▶ PROBLEM TO WORK ON
Hunt through the lines below for the string "tools" and copy each one that has it.
===============
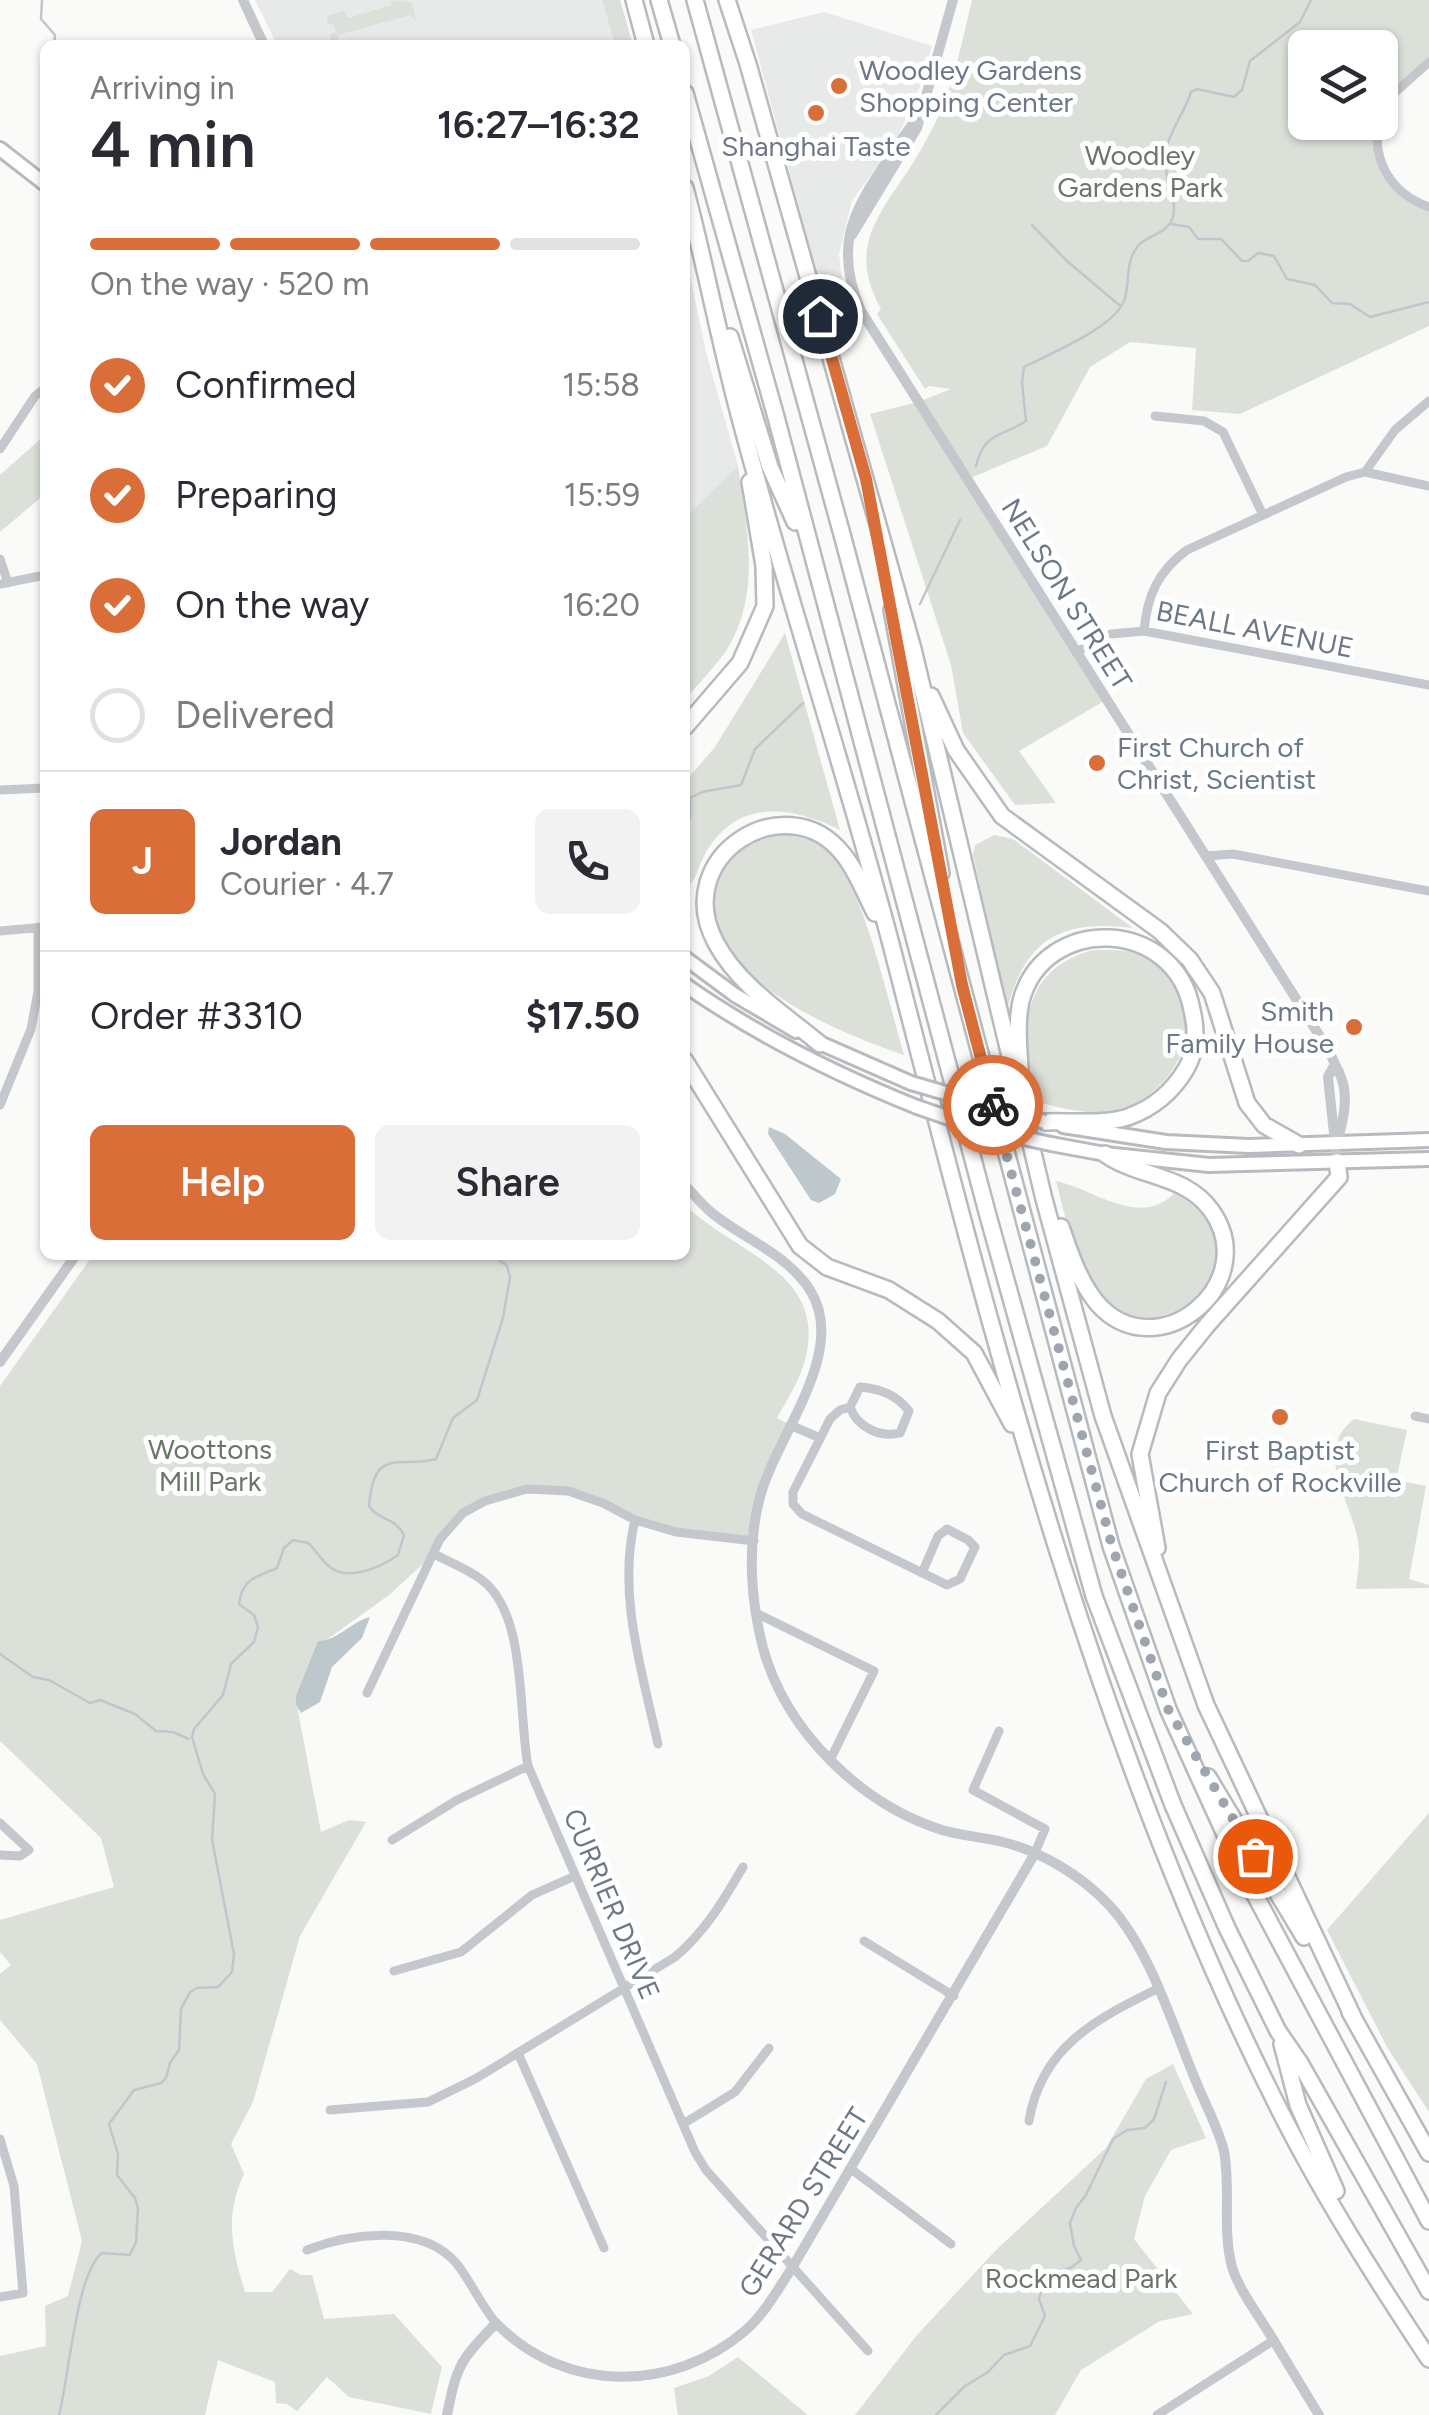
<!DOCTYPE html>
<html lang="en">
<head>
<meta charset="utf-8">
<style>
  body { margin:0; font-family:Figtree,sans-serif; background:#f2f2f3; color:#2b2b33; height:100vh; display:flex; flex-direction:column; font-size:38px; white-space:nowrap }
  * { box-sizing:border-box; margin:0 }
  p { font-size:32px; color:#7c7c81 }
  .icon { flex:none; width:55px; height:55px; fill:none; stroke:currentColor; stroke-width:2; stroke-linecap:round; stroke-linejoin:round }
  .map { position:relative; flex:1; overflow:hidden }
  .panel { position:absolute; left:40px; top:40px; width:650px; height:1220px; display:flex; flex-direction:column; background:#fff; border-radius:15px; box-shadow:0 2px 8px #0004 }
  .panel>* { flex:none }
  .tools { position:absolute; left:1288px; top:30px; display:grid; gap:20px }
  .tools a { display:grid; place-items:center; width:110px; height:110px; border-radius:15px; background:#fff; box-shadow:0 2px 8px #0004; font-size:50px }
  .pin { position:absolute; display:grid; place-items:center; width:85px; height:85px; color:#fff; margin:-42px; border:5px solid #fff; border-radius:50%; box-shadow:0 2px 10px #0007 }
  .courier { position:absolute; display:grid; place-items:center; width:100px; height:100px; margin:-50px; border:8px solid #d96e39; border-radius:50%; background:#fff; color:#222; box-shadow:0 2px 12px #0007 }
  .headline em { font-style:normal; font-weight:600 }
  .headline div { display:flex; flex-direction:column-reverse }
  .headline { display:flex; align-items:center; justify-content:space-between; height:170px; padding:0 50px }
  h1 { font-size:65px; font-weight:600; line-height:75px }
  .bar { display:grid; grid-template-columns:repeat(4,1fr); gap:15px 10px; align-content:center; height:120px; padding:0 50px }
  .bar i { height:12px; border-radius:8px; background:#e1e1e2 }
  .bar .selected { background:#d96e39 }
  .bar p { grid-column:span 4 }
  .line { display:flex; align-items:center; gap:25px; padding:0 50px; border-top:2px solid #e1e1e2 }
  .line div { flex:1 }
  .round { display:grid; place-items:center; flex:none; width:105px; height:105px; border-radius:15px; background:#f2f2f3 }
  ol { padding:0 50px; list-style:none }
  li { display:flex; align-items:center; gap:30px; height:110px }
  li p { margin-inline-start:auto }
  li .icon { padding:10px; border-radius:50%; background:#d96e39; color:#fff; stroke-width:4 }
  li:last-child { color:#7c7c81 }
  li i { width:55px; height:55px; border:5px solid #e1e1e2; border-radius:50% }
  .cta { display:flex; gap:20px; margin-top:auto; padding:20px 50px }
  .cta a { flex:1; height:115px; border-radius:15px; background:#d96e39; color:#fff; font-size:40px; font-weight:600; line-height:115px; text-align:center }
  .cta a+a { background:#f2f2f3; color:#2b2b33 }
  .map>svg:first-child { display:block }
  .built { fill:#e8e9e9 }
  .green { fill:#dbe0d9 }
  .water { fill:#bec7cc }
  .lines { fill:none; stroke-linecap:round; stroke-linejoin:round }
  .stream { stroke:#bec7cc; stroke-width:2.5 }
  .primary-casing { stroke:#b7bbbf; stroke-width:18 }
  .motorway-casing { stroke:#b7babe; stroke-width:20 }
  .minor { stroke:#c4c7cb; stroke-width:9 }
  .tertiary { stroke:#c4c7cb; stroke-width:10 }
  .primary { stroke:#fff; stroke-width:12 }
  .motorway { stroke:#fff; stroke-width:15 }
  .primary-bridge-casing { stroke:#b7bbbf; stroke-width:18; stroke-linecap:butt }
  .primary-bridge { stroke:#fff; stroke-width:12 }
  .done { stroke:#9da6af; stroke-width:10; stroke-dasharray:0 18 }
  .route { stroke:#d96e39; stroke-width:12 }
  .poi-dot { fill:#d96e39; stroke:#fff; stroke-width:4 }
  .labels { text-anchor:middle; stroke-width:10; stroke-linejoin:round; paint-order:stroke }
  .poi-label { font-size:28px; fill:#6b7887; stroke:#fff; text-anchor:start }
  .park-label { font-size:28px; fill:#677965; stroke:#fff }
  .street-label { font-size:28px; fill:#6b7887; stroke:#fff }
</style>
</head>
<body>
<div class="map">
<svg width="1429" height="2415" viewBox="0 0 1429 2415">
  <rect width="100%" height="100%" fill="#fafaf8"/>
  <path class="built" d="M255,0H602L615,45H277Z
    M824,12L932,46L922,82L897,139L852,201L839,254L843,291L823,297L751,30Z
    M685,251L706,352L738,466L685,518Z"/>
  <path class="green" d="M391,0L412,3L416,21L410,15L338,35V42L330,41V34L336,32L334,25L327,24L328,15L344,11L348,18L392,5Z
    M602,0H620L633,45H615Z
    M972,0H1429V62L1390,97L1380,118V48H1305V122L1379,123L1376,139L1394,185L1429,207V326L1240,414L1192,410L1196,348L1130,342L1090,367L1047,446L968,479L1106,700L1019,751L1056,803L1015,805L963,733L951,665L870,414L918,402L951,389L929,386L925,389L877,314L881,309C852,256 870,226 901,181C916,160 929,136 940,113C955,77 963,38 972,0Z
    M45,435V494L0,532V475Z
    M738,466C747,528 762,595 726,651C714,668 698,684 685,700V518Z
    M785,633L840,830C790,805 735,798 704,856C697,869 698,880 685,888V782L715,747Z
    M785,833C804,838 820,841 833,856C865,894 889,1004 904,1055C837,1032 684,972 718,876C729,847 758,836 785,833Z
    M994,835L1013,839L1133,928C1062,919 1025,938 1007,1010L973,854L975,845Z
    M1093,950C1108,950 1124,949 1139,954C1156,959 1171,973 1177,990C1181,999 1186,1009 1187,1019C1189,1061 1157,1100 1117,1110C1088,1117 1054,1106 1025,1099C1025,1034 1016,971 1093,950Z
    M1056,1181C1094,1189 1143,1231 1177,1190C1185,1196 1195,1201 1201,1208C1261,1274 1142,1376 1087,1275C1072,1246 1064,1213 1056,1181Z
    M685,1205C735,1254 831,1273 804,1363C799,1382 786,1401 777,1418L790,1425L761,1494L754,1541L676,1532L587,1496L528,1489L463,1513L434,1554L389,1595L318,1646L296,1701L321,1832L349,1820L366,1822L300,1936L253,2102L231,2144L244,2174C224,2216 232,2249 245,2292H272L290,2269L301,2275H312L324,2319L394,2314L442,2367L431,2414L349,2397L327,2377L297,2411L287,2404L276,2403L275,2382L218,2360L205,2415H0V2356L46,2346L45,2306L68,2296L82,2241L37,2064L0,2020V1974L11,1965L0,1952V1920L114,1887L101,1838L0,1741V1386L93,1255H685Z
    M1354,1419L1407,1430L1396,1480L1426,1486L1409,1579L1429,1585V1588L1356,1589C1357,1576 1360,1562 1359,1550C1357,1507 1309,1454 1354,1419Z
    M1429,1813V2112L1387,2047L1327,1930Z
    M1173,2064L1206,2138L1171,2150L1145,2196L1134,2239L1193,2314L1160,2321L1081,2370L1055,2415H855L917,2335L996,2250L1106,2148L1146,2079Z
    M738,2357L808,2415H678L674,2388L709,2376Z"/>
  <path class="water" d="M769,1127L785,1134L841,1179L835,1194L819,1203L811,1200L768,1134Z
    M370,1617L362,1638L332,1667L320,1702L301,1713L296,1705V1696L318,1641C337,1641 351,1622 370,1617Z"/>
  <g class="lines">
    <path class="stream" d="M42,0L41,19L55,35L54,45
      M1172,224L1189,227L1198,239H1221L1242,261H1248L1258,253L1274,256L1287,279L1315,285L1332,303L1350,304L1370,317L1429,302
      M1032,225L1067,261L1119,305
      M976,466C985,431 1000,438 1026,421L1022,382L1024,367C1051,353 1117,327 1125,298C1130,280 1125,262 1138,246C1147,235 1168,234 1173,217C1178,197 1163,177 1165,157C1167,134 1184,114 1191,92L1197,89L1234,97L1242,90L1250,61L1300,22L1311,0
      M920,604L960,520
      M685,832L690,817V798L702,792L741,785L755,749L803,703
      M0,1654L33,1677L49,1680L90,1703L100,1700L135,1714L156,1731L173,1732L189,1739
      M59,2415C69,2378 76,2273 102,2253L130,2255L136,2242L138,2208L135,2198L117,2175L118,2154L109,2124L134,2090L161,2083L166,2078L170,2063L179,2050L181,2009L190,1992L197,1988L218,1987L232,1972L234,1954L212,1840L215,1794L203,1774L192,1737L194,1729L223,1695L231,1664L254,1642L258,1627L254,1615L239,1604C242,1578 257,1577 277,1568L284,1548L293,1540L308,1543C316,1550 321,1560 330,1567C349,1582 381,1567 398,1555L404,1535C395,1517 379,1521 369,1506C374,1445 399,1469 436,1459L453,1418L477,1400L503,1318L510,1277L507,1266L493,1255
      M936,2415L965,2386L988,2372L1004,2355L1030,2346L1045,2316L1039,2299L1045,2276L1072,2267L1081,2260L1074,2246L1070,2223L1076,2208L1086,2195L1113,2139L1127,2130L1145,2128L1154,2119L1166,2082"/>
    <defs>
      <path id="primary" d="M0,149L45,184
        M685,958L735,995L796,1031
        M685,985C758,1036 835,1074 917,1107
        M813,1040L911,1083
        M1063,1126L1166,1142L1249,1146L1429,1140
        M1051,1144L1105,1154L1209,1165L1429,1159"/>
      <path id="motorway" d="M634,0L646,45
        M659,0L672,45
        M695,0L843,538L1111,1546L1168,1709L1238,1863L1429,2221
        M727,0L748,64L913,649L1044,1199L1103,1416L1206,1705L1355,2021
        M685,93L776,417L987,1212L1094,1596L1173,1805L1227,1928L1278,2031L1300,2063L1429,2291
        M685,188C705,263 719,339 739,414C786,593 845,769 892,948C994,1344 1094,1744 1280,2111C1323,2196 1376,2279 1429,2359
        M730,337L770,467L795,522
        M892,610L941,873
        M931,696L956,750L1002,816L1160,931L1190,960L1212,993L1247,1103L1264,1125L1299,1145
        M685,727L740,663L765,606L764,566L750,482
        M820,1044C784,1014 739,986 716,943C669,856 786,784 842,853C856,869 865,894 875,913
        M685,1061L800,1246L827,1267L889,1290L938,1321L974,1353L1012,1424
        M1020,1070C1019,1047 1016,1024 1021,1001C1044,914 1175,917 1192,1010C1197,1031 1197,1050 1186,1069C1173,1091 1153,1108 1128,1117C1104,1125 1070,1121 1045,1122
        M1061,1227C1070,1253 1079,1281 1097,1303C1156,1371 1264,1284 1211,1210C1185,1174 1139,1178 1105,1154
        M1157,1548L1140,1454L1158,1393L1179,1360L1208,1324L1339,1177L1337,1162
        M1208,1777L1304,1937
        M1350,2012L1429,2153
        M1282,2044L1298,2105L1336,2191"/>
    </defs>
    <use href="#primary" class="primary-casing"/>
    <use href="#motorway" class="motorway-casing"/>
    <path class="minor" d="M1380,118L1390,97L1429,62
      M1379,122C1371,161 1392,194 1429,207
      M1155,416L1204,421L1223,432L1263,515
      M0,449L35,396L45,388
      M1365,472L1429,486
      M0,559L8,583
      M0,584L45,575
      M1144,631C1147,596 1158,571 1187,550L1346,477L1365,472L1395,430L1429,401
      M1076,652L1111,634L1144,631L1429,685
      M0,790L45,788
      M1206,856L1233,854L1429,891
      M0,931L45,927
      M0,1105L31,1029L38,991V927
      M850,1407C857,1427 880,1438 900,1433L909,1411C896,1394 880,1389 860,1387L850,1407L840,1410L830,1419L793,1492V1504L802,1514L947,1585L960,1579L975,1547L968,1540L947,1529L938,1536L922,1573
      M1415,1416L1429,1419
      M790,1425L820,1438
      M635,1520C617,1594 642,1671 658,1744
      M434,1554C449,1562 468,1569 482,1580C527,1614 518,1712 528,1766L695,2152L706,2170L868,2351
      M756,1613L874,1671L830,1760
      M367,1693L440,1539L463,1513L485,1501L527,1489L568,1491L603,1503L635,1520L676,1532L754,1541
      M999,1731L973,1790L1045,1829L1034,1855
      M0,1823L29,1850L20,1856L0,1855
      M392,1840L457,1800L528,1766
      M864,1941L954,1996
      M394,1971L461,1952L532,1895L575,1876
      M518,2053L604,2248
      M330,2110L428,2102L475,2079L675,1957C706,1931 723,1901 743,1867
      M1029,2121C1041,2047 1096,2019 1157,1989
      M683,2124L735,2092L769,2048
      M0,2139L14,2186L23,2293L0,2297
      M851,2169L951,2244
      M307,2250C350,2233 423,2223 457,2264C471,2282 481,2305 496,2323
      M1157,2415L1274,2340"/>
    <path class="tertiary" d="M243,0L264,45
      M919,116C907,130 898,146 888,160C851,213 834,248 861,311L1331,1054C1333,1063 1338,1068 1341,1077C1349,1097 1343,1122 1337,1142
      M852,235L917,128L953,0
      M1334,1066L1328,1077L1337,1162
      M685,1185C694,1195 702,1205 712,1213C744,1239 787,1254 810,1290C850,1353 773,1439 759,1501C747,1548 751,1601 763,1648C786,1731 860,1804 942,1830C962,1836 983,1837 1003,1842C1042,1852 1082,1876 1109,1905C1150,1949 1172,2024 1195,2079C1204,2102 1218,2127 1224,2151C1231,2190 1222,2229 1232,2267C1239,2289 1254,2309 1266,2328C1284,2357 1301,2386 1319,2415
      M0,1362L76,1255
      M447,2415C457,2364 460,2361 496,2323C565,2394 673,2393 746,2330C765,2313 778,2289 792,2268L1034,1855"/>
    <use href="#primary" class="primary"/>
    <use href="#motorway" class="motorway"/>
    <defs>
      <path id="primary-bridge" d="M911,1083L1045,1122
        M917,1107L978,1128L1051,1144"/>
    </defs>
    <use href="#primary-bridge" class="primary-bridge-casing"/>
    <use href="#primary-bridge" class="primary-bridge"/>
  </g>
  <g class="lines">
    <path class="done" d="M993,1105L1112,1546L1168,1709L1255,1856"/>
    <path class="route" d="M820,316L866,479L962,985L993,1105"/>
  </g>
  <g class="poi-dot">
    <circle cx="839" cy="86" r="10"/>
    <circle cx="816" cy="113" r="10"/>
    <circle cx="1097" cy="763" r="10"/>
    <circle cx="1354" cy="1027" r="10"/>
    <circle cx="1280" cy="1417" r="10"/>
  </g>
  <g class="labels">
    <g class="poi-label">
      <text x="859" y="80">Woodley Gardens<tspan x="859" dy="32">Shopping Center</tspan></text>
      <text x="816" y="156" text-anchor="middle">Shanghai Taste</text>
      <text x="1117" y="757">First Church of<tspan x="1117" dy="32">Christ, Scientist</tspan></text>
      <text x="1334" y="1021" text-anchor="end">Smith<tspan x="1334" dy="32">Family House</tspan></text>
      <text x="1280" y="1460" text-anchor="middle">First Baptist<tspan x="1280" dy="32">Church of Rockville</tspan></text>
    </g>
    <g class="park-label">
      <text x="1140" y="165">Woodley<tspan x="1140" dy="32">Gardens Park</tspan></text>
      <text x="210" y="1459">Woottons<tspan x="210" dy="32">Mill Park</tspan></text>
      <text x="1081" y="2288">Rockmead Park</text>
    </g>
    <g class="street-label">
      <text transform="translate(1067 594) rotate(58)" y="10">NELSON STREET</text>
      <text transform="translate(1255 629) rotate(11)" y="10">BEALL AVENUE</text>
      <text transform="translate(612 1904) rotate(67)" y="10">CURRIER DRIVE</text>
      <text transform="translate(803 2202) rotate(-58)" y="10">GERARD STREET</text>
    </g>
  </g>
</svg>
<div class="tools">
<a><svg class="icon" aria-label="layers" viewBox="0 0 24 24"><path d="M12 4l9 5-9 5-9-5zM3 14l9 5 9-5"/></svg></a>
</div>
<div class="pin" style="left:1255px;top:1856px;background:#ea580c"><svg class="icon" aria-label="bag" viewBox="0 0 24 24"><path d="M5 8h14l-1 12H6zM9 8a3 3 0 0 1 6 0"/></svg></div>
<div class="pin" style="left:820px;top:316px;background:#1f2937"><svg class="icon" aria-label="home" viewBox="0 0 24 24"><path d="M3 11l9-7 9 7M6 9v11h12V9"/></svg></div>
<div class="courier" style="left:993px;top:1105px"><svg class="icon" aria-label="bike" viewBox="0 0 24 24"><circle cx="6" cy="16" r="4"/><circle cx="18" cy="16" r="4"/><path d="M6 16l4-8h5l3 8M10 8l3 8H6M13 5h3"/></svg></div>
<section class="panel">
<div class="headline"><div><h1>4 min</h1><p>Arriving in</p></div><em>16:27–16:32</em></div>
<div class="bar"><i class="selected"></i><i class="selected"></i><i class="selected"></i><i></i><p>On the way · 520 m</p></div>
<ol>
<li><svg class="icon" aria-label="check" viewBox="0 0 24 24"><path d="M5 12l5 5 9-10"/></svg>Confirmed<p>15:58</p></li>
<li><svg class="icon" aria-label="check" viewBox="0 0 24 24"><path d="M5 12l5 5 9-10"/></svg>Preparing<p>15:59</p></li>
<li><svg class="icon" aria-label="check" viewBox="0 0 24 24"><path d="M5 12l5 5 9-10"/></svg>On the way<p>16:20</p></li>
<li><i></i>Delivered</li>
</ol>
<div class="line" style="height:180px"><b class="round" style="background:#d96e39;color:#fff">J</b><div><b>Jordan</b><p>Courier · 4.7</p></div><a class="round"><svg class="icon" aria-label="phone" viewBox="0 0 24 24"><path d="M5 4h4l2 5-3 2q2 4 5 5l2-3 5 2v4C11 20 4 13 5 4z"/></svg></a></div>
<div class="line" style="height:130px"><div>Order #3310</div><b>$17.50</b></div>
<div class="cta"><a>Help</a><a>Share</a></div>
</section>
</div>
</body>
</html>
===============
▶ COMPLETED EXERCISE
  .tools { position:absolute; left:1288px; top:30px; display:grid; gap:20px }
  .tools a { display:grid; place-items:center; width:110px; height:110px; border-radius:15px; background:#fff; box-shadow:0 2px 8px #0004; font-size:50px }
<div class="tools">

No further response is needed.